Instantly share code, notes, and snippets.

@schrockn
Created January 12, 2019 18:22
Show Gist options
  • Save schrockn/726f27987317f51473c81e82ef5cb58f to your computer and use it in GitHub Desktop.
Save schrockn/726f27987317f51473c81e82ef5cb58f to your computer and use it in GitHub Desktop.

This guide is a step-by-step guide for upgrading from dagster 0.2.x to 0.3.0. This represents a substantial upgrade in capabilities but also some breaking API changes. We'll detail them, provide context and reasoning, and instructions about how to upgrade.

Required API Changes

  1. No more top level config subpackage.

Error:

from dagster import (
ImportError: cannot import name 'config'

We have eliminated the public-facing "config" namespace. (You use raw dictionaries instead of a parallel, typed API to configure pipeline runs).

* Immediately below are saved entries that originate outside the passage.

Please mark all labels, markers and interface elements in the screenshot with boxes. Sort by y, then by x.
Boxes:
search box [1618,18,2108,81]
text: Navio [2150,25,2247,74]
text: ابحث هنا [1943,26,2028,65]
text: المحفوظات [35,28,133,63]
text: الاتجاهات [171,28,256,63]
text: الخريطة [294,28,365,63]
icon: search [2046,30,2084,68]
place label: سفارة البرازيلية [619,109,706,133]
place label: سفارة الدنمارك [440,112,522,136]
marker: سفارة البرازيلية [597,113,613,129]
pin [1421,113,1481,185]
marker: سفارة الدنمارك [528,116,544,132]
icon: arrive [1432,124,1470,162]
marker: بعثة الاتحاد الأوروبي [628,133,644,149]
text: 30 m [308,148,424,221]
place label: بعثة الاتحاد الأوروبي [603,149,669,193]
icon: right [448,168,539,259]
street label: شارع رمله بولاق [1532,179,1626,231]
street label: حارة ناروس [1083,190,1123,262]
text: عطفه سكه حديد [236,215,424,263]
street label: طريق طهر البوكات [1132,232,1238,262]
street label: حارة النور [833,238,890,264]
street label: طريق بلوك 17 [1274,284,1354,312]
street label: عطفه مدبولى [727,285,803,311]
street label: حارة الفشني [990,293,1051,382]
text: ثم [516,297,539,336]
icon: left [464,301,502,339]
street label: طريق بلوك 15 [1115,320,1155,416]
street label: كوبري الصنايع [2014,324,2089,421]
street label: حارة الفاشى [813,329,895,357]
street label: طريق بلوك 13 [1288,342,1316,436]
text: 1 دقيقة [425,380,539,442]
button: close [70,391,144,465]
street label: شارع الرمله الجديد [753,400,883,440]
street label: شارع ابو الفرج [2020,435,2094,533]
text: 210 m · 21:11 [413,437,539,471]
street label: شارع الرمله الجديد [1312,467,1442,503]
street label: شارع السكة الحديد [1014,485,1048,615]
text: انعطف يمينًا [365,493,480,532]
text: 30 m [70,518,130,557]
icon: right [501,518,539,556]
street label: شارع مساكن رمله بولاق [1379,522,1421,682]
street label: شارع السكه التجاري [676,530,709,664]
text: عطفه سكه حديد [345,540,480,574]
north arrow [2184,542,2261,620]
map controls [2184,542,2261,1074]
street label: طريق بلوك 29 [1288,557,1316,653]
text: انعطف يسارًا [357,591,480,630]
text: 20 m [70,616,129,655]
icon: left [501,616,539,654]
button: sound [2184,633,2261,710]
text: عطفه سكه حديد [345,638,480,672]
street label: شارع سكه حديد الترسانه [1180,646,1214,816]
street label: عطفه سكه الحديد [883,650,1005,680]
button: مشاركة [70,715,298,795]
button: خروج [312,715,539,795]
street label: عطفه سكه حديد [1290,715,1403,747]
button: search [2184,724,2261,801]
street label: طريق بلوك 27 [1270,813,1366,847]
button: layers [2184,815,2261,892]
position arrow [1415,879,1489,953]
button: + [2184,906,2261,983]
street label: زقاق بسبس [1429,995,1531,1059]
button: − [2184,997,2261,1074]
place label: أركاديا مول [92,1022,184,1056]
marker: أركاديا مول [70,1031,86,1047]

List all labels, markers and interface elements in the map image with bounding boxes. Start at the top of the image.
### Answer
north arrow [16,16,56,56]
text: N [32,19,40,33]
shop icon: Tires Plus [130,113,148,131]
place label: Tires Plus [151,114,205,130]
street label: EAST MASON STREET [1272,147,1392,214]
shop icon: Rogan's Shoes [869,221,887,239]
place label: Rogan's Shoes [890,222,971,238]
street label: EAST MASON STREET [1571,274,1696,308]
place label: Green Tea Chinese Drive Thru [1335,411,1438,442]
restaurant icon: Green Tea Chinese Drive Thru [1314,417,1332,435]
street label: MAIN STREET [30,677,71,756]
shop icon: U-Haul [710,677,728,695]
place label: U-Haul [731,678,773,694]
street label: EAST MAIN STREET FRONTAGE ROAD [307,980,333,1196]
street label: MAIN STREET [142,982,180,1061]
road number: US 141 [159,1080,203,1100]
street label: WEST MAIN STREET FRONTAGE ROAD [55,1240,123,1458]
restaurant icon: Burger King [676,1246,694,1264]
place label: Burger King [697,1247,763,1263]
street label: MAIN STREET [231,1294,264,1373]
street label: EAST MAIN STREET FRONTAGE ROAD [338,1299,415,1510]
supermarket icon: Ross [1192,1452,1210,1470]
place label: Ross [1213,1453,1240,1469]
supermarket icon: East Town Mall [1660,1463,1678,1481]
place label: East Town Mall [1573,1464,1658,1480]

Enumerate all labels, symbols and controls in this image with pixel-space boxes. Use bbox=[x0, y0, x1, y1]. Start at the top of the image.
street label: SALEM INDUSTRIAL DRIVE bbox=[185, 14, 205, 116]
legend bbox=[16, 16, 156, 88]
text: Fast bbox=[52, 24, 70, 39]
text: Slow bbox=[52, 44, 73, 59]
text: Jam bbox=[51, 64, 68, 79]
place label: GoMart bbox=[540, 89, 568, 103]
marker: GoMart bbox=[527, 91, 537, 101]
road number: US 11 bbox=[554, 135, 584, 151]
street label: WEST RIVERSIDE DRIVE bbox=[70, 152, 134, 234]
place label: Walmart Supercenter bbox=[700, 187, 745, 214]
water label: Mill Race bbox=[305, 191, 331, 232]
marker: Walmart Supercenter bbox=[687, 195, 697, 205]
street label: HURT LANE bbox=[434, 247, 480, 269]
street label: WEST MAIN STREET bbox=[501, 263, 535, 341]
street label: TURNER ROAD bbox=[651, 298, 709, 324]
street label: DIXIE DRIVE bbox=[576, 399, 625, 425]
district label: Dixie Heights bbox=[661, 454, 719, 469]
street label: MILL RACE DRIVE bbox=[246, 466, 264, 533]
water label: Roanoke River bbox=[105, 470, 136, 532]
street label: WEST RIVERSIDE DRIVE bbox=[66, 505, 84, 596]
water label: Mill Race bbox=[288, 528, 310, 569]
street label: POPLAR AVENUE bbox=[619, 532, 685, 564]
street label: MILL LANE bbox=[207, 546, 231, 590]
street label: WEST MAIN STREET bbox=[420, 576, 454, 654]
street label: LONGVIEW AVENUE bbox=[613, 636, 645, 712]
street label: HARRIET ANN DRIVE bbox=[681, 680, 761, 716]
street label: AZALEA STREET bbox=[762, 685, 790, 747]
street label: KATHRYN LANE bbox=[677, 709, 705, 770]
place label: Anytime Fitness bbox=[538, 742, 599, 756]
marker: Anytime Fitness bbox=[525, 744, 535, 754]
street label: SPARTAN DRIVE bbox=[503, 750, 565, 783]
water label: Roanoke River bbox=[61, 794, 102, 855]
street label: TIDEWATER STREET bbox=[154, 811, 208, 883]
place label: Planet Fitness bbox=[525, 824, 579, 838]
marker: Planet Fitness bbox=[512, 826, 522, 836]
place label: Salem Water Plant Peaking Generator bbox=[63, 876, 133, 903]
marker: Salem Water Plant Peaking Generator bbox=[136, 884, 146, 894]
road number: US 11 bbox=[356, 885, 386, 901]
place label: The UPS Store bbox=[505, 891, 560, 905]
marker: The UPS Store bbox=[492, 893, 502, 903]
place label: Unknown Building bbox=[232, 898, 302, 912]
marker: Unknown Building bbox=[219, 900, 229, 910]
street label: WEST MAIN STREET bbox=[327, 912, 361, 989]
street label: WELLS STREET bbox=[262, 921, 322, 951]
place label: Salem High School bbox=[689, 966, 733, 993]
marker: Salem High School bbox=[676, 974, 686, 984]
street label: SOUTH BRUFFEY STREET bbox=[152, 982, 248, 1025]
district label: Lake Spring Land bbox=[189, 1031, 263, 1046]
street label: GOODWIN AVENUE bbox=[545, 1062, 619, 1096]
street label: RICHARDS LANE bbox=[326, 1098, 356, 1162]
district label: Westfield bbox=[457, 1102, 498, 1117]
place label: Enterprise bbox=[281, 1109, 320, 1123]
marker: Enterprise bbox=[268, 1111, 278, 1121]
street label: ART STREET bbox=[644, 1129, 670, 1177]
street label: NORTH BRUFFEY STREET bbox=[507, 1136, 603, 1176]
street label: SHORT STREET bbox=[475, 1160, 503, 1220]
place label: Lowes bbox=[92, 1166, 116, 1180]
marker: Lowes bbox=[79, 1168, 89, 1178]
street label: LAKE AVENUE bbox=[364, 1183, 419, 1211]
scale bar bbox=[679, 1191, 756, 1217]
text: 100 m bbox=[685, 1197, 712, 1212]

Fix: Simply eliminate the include. You'll run into related errors later.

  1. No more dagster.sqlalchemy and dagster.pandas submodules.

Error:

E   ModuleNotFoundError: No module named 'dagster.sqlalchemy'

We have moved pandas and sqlalchemy code into their own separate modules (dagster-pandas and dagster-sqlalchemy). This makes the core dagster library have less dependencies.

Fix: Instead of importing dagster.sqlalchemy you need to pip install dagster-sqlalchemy, add it to your virtual env, and then include dagster_sqlalchemy instead.

  1. ConfigDefinition no longer exists.

Error:

ImportError: cannot import name 'ConfigDefinition'

We have eliminated a separate notion of a ConfigDefinition. Instead, we realized the the user provided config in a solid, resource, or context is just a Field that you would use to build a dictionary. So replace ConfigDefinition with Field. (Generally config_def=ConfigDefinition is now config_field=Field)

Before:

"production": PipelineContextDefinition(
    context_fn=generate_production_execution_context,
    config_def=ConfigDefinition(
        # ...
    )

After:

"production": PipelineContextDefinition(
    context_fn=generate_production_execution_context,
    config_field=Field(
       # ...
    )

  1. New, Simpler Dagster Type Definition API.

Error:

    description='''This represents a path to a file on disk'''
E   TypeError: __init__() got multiple values for argument 'python_type'

Another Error:

E   dagster.check.ParameterCheckError: Param "klass" was supposed to be a type. Got <dagster.core.types.runtime.PythonObjectType object at 0x11e4fbf60> instead of type <class 'dagster.core.types.runtime.PythonObjectType'>

There are now two different type creation APIs. One for creating new types, and one for annotating existing types that you include.

Examples:

@dagster_type(description='This represents a path to a file on disk')
class PathToFile(str):
    pass

S3FileHandle = as_dagster_type(
    namedtuple('S3FileHandle', 'bucket path'),
    description='''
upload_header_to_s3 and upload_service_line_to_s3 both result in files
being uploaded to s3. Hence the "output" of those two solids is a handle
to a file. The following stages take those as their inputs to create
redshift tables out of them.

Properties:
    - bucket: String
    - path: String
        '''
)

Note you can use S3FileHandle and PathToFile as if they were just "normal types" as well.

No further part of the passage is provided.